Highway One is closed to thru traffic

Header Photo, Rat Creek by Heath Johnston, Supervisor, Cal Trans Big Sur Station

It washed out at Rat Creek, at Mile Marker 30, south of Esalen, on Thursday, 1/28/21, and as of now there is no expected time line for repairing it. When there is, I will add it here. I am asked hundreds of times during slides where the slide is in relation to something else. The following link will answer that question for you.

7 am, 1/29/21 Photo by Heath Johnston

Interactive Highway Map with Mile Markers and slide names is to the right, under “Pages” first one *Big Sur Interactive Maps… if the following link doesn’t work. *Big Sur Interactive Slide Maps will answer any questions you may have about where something is in relation to something else.

There is a fascinating historical study of the road closures of Highway One in Big Sur contacted for by Cal Trans in 2000. It is well worth your time. History of Road Closures in Big Sur

Also, just a reminder that there is an entire page devoted to the history and information about Highway One. Here is the link: https://bigsurkate.blog/history-info-on-highway-one/

17 thoughts on “Highway One is closed to thru traffic

  1. One of my favorite songs to listen to in my car as I travel HWY 1 –

    Big Sur, the wild land 1,200+ of us call home.

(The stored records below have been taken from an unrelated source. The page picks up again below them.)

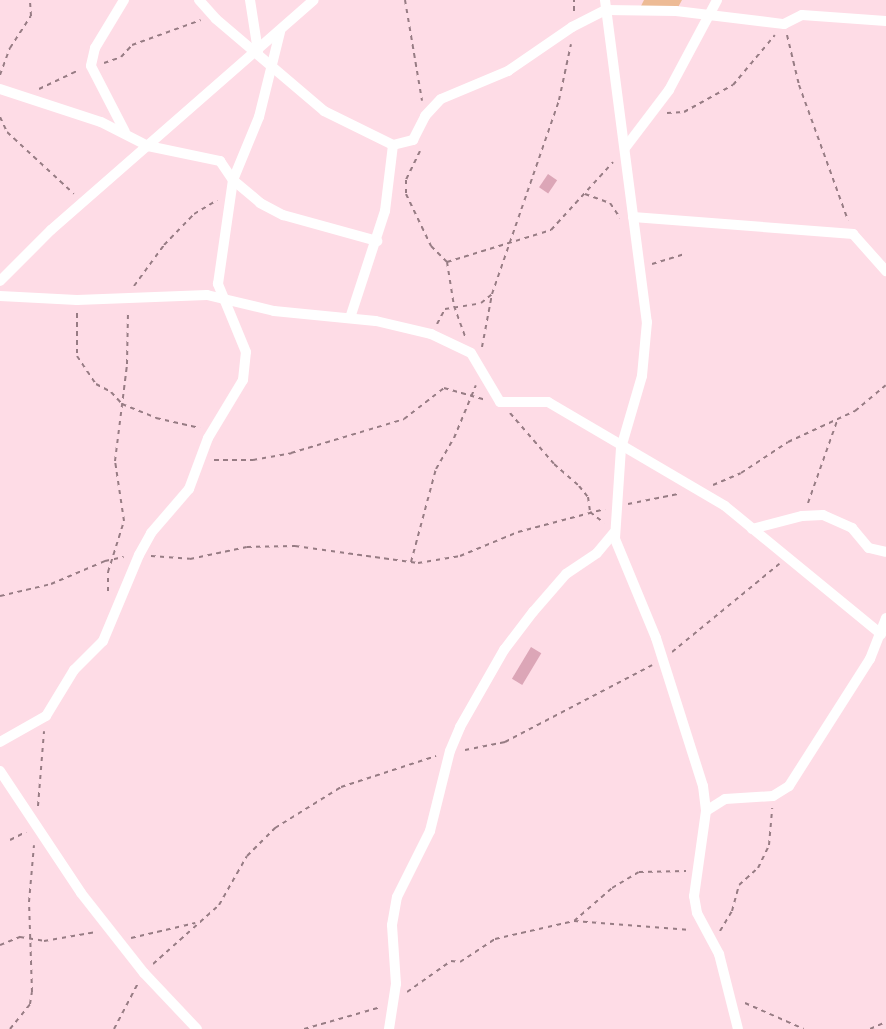 <!DOCTYPE html>
<html>
<head>
<meta charset="utf-8">
<style>
	body { margin:0 }
	#map { position:relative; width:886px; height:1029px; overflow:hidden; background:#fedce6; font-family:Merriweather,serif }
	div>[style] { position:absolute }
	[style*='--x'] { left:calc(var(--x)*1px); top:calc(var(--y)*1px); width:calc(var(--w)*1px); rotate:calc(var(--a)*1deg) }
	.green>* { inset:0; background:#edbb95 }
	.building>* { inset:0; background:#dca6b7; transform-origin:0 0 }
	.path>* { height:2px; margin-top:-1px; transform-origin:0; background:repeating-linear-gradient(90deg,#977c84 0 4.5px,transparent 0 9px) }
	.street>* { height:10px; margin:-5px; padding:0 5px; transform-origin:5px; border-radius:5px; background:#fff }
	span { translate:-50% -50%; white-space:nowrap; text-align:center; line-height:1.15; -webkit-text-stroke:6px #fff; paint-order:stroke }
</style>
</head>
<body>
<div id="map">
	<div class="green">
		<div style="clip-path:polygon(644px 0,682px 0,676px 11px,639px 10px)"></div>
	</div>
	<div class="building">
		<div style="left:548px;top:174px;width:11px;height:16px;rotate:34deg"></div>
		<div style="left:531px;top:647px;width:12px;height:37px;rotate:31deg"></div>
	</div>
	<div class="path">
		<div style="--x:405;--y:0;--w:102;--a:80.4"></div>
		<div style="--x:574;--y:11;--w:11;--a:-90"></div>
		<div style="--x:787;--y:35;--w:51;--a:76.5"></div>
		<div style="--x:799;--y:85;--w:144;--a:70.1"></div>
		<div style="--x:104;--y:63;--w:18;--a:-19"></div>
		<div style="--x:121;--y:57;--w:16;--a:-47"></div>
		<div style="--x:132;--y:45;--w:73;--a:-19.9"></div>
		<div style="--x:0;--y:75;--w:29;--a:-70"></div>
		<div style="--x:10;--y:48;--w:38;--a:-57"></div>
		<div style="--x:31;--y:16;--w:16;--a:-94"></div>
		<div style="--x:39;--y:89;--w:44;--a:-25.4"></div>
		<div style="--x:667;--y:113;--w:17;--a:-3"></div>
		<div style="--x:684;--y:112;--w:56;--a:-28.9"></div>
		<div style="--x:733;--y:85;--w:65;--a:-50"></div>
		<div style="--x:0;--y:117;--w:17;--a:65"></div>
		<div style="--x:7;--y:132;--w:91;--a:42.8"></div>
		<div style="--x:420;--y:151;--w:32;--a:116"></div>
		<div style="--x:406;--y:180;--w:14;--a:90"></div>
		<div style="--x:406;--y:194;--w:58;--a:64.3"></div>
		<div style="--x:431;--y:246;--w:23;--a:45"></div>
		<div style="--x:447;--y:262;--w:45;--a:81"></div>
		<div style="--x:454;--y:306;--w:33;--a:70"></div>
		<div style="--x:585;--y:194;--w:27;--a:20"></div>
		<div style="--x:610;--y:203;--w:18;--a:56"></div>
		<div style="--x:447;--y:262;--w:109;--a:-17.1"></div>
		<div style="--x:551;--y:230;--w:92;--a:-47.6"></div>
		<div style="--x:652;--y:264;--w:34;--a:-17"></div>
		<div style="--x:134;--y:286;--w:51;--a:-53.8"></div>
		<div style="--x:164;--y:245;--w:43;--a:-45.9"></div>
		<div style="--x:194;--y:214;--w:27;--a:-31"></div>
		<div style="--x:77;--y:313;--w:43;--a:90"></div>
		<div style="--x:77;--y:356;--w:34;--a:56"></div>
		<div style="--x:96;--y:384;--w:17;--a:28"></div>
		<div style="--x:111;--y:392;--w:16;--a:47"></div>
		<div style="--x:122;--y:404;--w:37;--a:22"></div>
		<div style="--x:156;--y:418;--w:45;--a:12.8"></div>
		<div style="--x:437;--y:324;--w:17;--a:-62"></div>
		<div style="--x:445;--y:309;--w:36;--a:-9"></div>
		<div style="--x:481;--y:303;--w:14;--a:-39"></div>
		<div style="--x:492;--y:294;--w:205;--a:-70.9"></div>
		<div style="--x:559;--y:100;--w:57;--a:-77.9"></div>
		<div style="--x:482;--y:347;--w:54;--a:-79.3"></div>
		<div style="--x:510;--y:413;--w:67;--a:49.2"></div>
		<div style="--x:554;--y:464;--w:33;--a:41"></div>
		<div style="--x:579;--y:486;--w:14;--a:51"></div>
		<div style="--x:588;--y:497;--w:15;--a:82"></div>
		<div style="--x:590;--y:512;--w:18;--a:38"></div>
		<div style="--x:214;--y:460;--w:39;--a:0"></div>
		<div style="--x:253;--y:460;--w:39;--a:-10"></div>
		<div style="--x:291;--y:453;--w:118;--a:-16.7"></div>
		<div style="--x:404;--y:419;--w:51;--a:-37.8"></div>
		<div style="--x:444;--y:388;--w:41;--a:15.8"></div>
		<div style="--x:713;--y:485;--w:30;--a:-23"></div>
		<div style="--x:741;--y:473;--w:56;--a:-33.4"></div>
		<div style="--x:788;--y:442;--w:74;--a:-24.8"></div>
		<div style="--x:855;--y:411;--w:40;--a:-40"></div>
		<div style="--x:808;--y:503;--w:87;--a:-70.5"></div>
		<div style="--x:628;--y:504;--w:51;--a:-11.3"></div>
		<div style="--x:151;--y:556;--w:39;--a:4"></div>
		<div style="--x:190;--y:559;--w:58;--a:-11.9"></div>
		<div style="--x:247;--y:547;--w:48;--a:-1.2"></div>
		<div style="--x:295;--y:546;--w:124;--a:7.9"></div>
		<div style="--x:418;--y:563;--w:43;--a:-9.5"></div>
		<div style="--x:460;--y:556;--w:63;--a:-22.5"></div>
		<div style="--x:518;--y:532;--w:90;--a:-14.8"></div>
		<div style="--x:411;--y:562;--w:96;--a:-75"></div>
		<div style="--x:436;--y:469;--w:36;--a:-60"></div>
		<div style="--x:454;--y:438;--w:57;--a:-67.5"></div>
		<div style="--x:108;--y:591;--w:19;--a:-90"></div>
		<div style="--x:108;--y:572;--w:53;--a:-72.6"></div>
		<div style="--x:124;--y:521;--w:61;--a:-98.5"></div>
		<div style="--x:115;--y:461;--w:98;--a:-82.9"></div>
		<div style="--x:127;--y:364;--w:53;--a:-88.9"></div>
		<div style="--x:0;--y:596;--w:52;--a:-13.2"></div>
		<div style="--x:51;--y:584;--w:59;--a:-23.1"></div>
		<div style="--x:105;--y:561;--w:19;--a:-12"></div>
		<div style="--x:672;--y:652;--w:139;--a:-39.4"></div>
		<div style="--x:465;--y:750;--w:41;--a:-11.3"></div>
		<div style="--x:505;--y:742;--w:166;--a:-27.6"></div>
		<div style="--x:38;--y:806;--w:75;--a:-85.4"></div>
		<div style="--x:10;--y:840;--w:18;--a:-27"></div>
		<div style="--x:574;--y:921;--w:117;--a:4.4"></div>
		<div style="--x:720;--y:931;--w:23;--a:-59"></div>
		<div style="--x:732;--y:911;--w:27;--a:-75"></div>
		<div style="--x:739;--y:885;--w:25;--a:-42"></div>
		<div style="--x:758;--y:868;--w:25;--a:-64"></div>
		<div style="--x:769;--y:845;--w:37;--a:-85"></div>
		<div style="--x:131;--y:938;--w:66;--a:-13.2"></div>
		<div style="--x:0;--y:945;--w:22;--a:-22"></div>
		<div style="--x:20;--y:937;--w:24;--a:9"></div>
		<div style="--x:44;--y:941;--w:53;--a:-9.8"></div>
		<div style="--x:153;--y:964;--w:89;--a:-41.8"></div>
		<div style="--x:219;--y:905;--w:56;--a:-60.3"></div>
		<div style="--x:247;--y:856;--w:40;--a:-45"></div>
		<div style="--x:275;--y:828;--w:78;--a:-31.8"></div>
		<div style="--x:341;--y:787;--w:100;--a:-18.1"></div>
		<div style="--x:407;--y:992;--w:54;--a:-35.2"></div>
		<div style="--x:451;--y:961;--w:9;--a:6"></div>
		<div style="--x:460;--y:962;--w:42;--a:-33.3"></div>
		<div style="--x:495;--y:939;--w:81;--a:-12.8"></div>
		<div style="--x:574;--y:921;--w:50;--a:-41"></div>
		<div style="--x:612;--y:888;--w:31;--a:-31"></div>
		<div style="--x:639;--y:872;--w:47;--a:-1.2"></div>
		<div style="--x:745;--y:1003;--w:64;--a:23.8"></div>
		<div style="--x:10;--y:1029;--w:32;--a:-51"></div>
		<div style="--x:30;--y:1004;--w:12;--a:-81"></div>
		<div style="--x:32;--y:992;--w:90;--a:-91.9"></div>
		<div style="--x:29;--y:902;--w:57;--a:-85"></div>
		<div style="--x:114;--y:1029;--w:50;--a:-62.4"></div>
		<div style="--x:304;--y:1029;--w:80;--a:-15.9"></div>
		<div style="--x:870;--y:1029;--w:17;--a:-24"></div>
	</div>
	<div class="street">
		<div style="--x:124;--y:0;--w:56;--a:121.1"></div>
		<div style="--x:95;--y:48;--w:18;--a:103"></div>
		<div style="--x:91;--y:66;--w:74;--a:62.7"></div>
		<div style="--x:199;--y:0;--w:25;--a:48"></div>
		<div style="--x:216;--y:19;--w:142;--a:40.4"></div>
		<div style="--x:324;--y:111;--w:77;--a:26.2"></div>
		<div style="--x:393;--y:145;--w:21;--a:-14"></div>
		<div style="--x:413;--y:140;--w:27;--a:-63"></div>
		<div style="--x:425;--y:116;--w:23;--a:-47"></div>
		<div style="--x:441;--y:99;--w:73;--a:-22.7"></div>
		<div style="--x:508;--y:71;--w:78;--a:-34.5"></div>
		<div style="--x:572;--y:27;--w:38;--a:-27"></div>
		<div style="--x:606;--y:10;--w:70;--a:0.8"></div>
		<div style="--x:676;--y:11;--w:109;--a:6.9"></div>
		<div style="--x:784;--y:24;--w:20;--a:-27"></div>
		<div style="--x:802;--y:15;--w:84;--a:4.1"></div>
		<div style="--x:250;--y:0;--w:52;--a:81.1"></div>
		<div style="--x:605;--y:0;--w:325;--a:82.6"></div>
		<div style="--x:647;--y:322;--w:54;--a:95.3"></div>
		<div style="--x:642;--y:376;--w:75;--a:106.3"></div>
		<div style="--x:621;--y:448;--w:91;--a:93.8"></div>
		<div style="--x:615;--y:539;--w:107;--a:67.5"></div>
		<div style="--x:656;--y:638;--w:155;--a:72.4"></div>
		<div style="--x:703;--y:786;--w:25;--a:83"></div>
		<div style="--x:706;--y:811;--w:86;--a:98"></div>
		<div style="--x:694;--y:896;--w:17;--a:80"></div>
		<div style="--x:697;--y:913;--w:47;--a:61.8"></div>
		<div style="--x:719;--y:954;--w:77;--a:75.8"></div>
		<div style="--x:0;--y:89;--w:106;--a:18.1"></div>
		<div style="--x:101;--y:122;--w:53;--a:27.1"></div>
		<div style="--x:148;--y:146;--w:74;--a:11.8"></div>
		<div style="--x:220;--y:161;--w:23;--a:56"></div>
		<div style="--x:233;--y:180;--w:35;--a:40"></div>
		<div style="--x:260;--y:203;--w:26;--a:28"></div>
		<div style="--x:283;--y:215;--w:98;--a:15.5"></div>
		<div style="--x:625;--y:148;--w:73;--a:-52.8"></div>
		<div style="--x:669;--y:90;--w:102;--a:-61.9"></div>
		<div style="--x:633;--y:217;--w:221;--a:4.4"></div>
		<div style="--x:853;--y:234;--w:50;--a:48.3"></div>
		<div style="--x:0;--y:281;--w:72;--a:-45"></div>
		<div style="--x:51;--y:230;--w:349;--a:-41.2"></div>
		<div style="--x:0;--y:296;--w:77;--a:3"></div>
		<div style="--x:77;--y:300;--w:130;--a:-2.2"></div>
		<div style="--x:207;--y:295;--w:69;--a:13.4"></div>
		<div style="--x:274;--y:311;--w:102;--a:5.6"></div>
		<div style="--x:376;--y:321;--w:57;--a:13.3"></div>
		<div style="--x:431;--y:334;--w:44;--a:25.4"></div>
		<div style="--x:471;--y:353;--w:57;--a:59.4"></div>
		<div style="--x:500;--y:402;--w:48;--a:0"></div>
		<div style="--x:548;--y:402;--w:205;--a:30.4"></div>
		<div style="--x:725;--y:506;--w:202;--a:39.4"></div>
		<div style="--x:350;--y:318;--w:113;--a:-71.9"></div>
		<div style="--x:385;--y:211;--w:66;--a:-83.1"></div>
		<div style="--x:752;--y:529;--w:52;--a:-14.6"></div>
		<div style="--x:802;--y:516;--w:21;--a:-3"></div>
		<div style="--x:823;--y:515;--w:32;--a:24"></div>
		<div style="--x:852;--y:528;--w:26;--a:50"></div>
		<div style="--x:869;--y:548;--w:17;--a:13"></div>
		<div style="--x:0;--y:742;--w:53;--a:-29.5"></div>
		<div style="--x:46;--y:716;--w:54;--a:-58.7"></div>
		<div style="--x:74;--y:670;--w:41;--a:-45"></div>
		<div style="--x:103;--y:641;--w:93;--a:-67.3"></div>
		<div style="--x:139;--y:555;--w:25;--a:-61"></div>
		<div style="--x:151;--y:533;--w:58;--a:-49.2"></div>
		<div style="--x:189;--y:489;--w:54;--a:-69.6"></div>
		<div style="--x:208;--y:438;--w:68;--a:-58.9"></div>
		<div style="--x:243;--y:380;--w:28;--a:-84"></div>
		<div style="--x:246;--y:352;--w:74;--a:-112.4"></div>
		<div style="--x:218;--y:284;--w:105;--a:-81.8"></div>
		<div style="--x:233;--y:180;--w:68;--a:-67.6"></div>
		<div style="--x:259;--y:117;--w:88;--a:-76.1"></div>
		<div style="--x:0;--y:771;--w:146;--a:56.4"></div>
		<div style="--x:81;--y:893;--w:102;--a:51.8"></div>
		<div style="--x:144;--y:973;--w:77;--a:46.6"></div>
		<div style="--x:706;--y:811;--w:22;--a:-32"></div>
		<div style="--x:725;--y:799;--w:48;--a:-3.6"></div>
		<div style="--x:773;--y:796;--w:19;--a:-32"></div>
		<div style="--x:789;--y:786;--w:151;--a:-57.5"></div>
		<div style="--x:870;--y:659;--w:44;--a:-68.7"></div>
		<div style="--x:389;--y:1029;--w:46;--a:-81.2"></div>
		<div style="--x:396;--y:984;--w:59;--a:-93.9"></div>
		<div style="--x:392;--y:925;--w:28;--a:-80"></div>
		<div style="--x:397;--y:897;--w:74;--a:-63.4"></div>
		<div style="--x:430;--y:831;--w:82;--a:-76"></div>
		<div style="--x:450;--y:751;--w:26;--a:-67"></div>
		<div style="--x:460;--y:727;--w:89;--a:-60.3"></div>
		<div style="--x:504;--y:650;--w:48;--a:-52.7"></div>
		<div style="--x:533;--y:612;--w:50;--a:-49"></div>
		<div style="--x:566;--y:574;--w:37;--a:-34"></div>
		<div style="--x:597;--y:553;--w:26;--a:-50"></div>
	</div>
</div>
</body>
</html>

    After the MLK fiasco- I knew, SHE would POP-

    SHE= Mother Sur- the Steward of this Coast. xoxoxox

  2. Thanks for keeping us up to date, Kate. Stay safe & dry up there.
    Cheers, Pete Tillman
    Cambria

  3. Loks like they should add a big culvert under the hwy there and a debri barrrier on the east side of hwy….guess no jade picking for awhile for us monterey guys….

  4. At some point, Caltrans is going to have to do what China does, just build a 100-mile bridge on concrete posts out in the water.

  5. Any chance this road will be fixed by next week? Or at least a temporary ramp/jump to get past the slide?

  6. A thought to consider for the future:

    If CalTrans work crews were stationed at potential culvert blockage sites-
    to keep the debris from clogging the culvert-
    as a large storm was anticipated,
    the cost might be kept to the tens of thousands of dollars,
    rather than millions of dollars and a year of inconvenience.

    Rat Creek was known to be susceptible to erosion due to the proximity to the fire burn scar.
    With some administrative foresight to maintain workers on site, this slip might have been avoided.

  7. Rat creek had slightly smaller debris flow in October 1985 following the Rat creek fire. Helmuth Morgenrath had been hired to clear out around the same culvert that failed last Wednesday night. It survived in ‘85. This will happen again some day. I hope they don’t just put in another culvert and fill it. The massive amount of debris, including many 20-50 ft. redwood logs, simply won’t fit through a 6 foot culvert. I witnessed such debris knocking the culvert over and plugging the drainage.

  8. More than a two month fix? I think our Highway 1 camper van trip is about to be canceled for the second year in a row.

  9. Christopher G – “At some point, Caltrans is going to have to do what China does, just build a 100-mile bridge on concrete posts out in the water.”
    ===

    Funny you mention that, because I wrote a post on that very thing back in July 2017 after the other major landslide. It has always seemed to me that there are areas or regions of Hwy 1 which will never truly be safe and conquerable. So why not alternatives which may seem expensive, but in the long run cheaper and safer for people and wildlife.

    https://timeless-environments.blogspot.com/2017/07/highways-tunnels-bridges-oh-my.html

  10. Major bummer! I’m sad to read that all y’all are going through this yet again – but (and I’m sorry to write this) it’s probably only going to get worse as time and climate change go on. We were burned out by a major wildfire here in southern Oregon back in September (the Almeda fire) and the fire, which was driven by freak high winds, wasn’t in or near any forested area, just brush, blackberries and cottonwood trees along a creek that were super dry due to drought. Anyway, grit yer teeth, cinch ‘er up and good luck to you all.

  11. The “Interactive” map does not go down to mile marker 30 so how can we see where the slide is located relative to other facilities?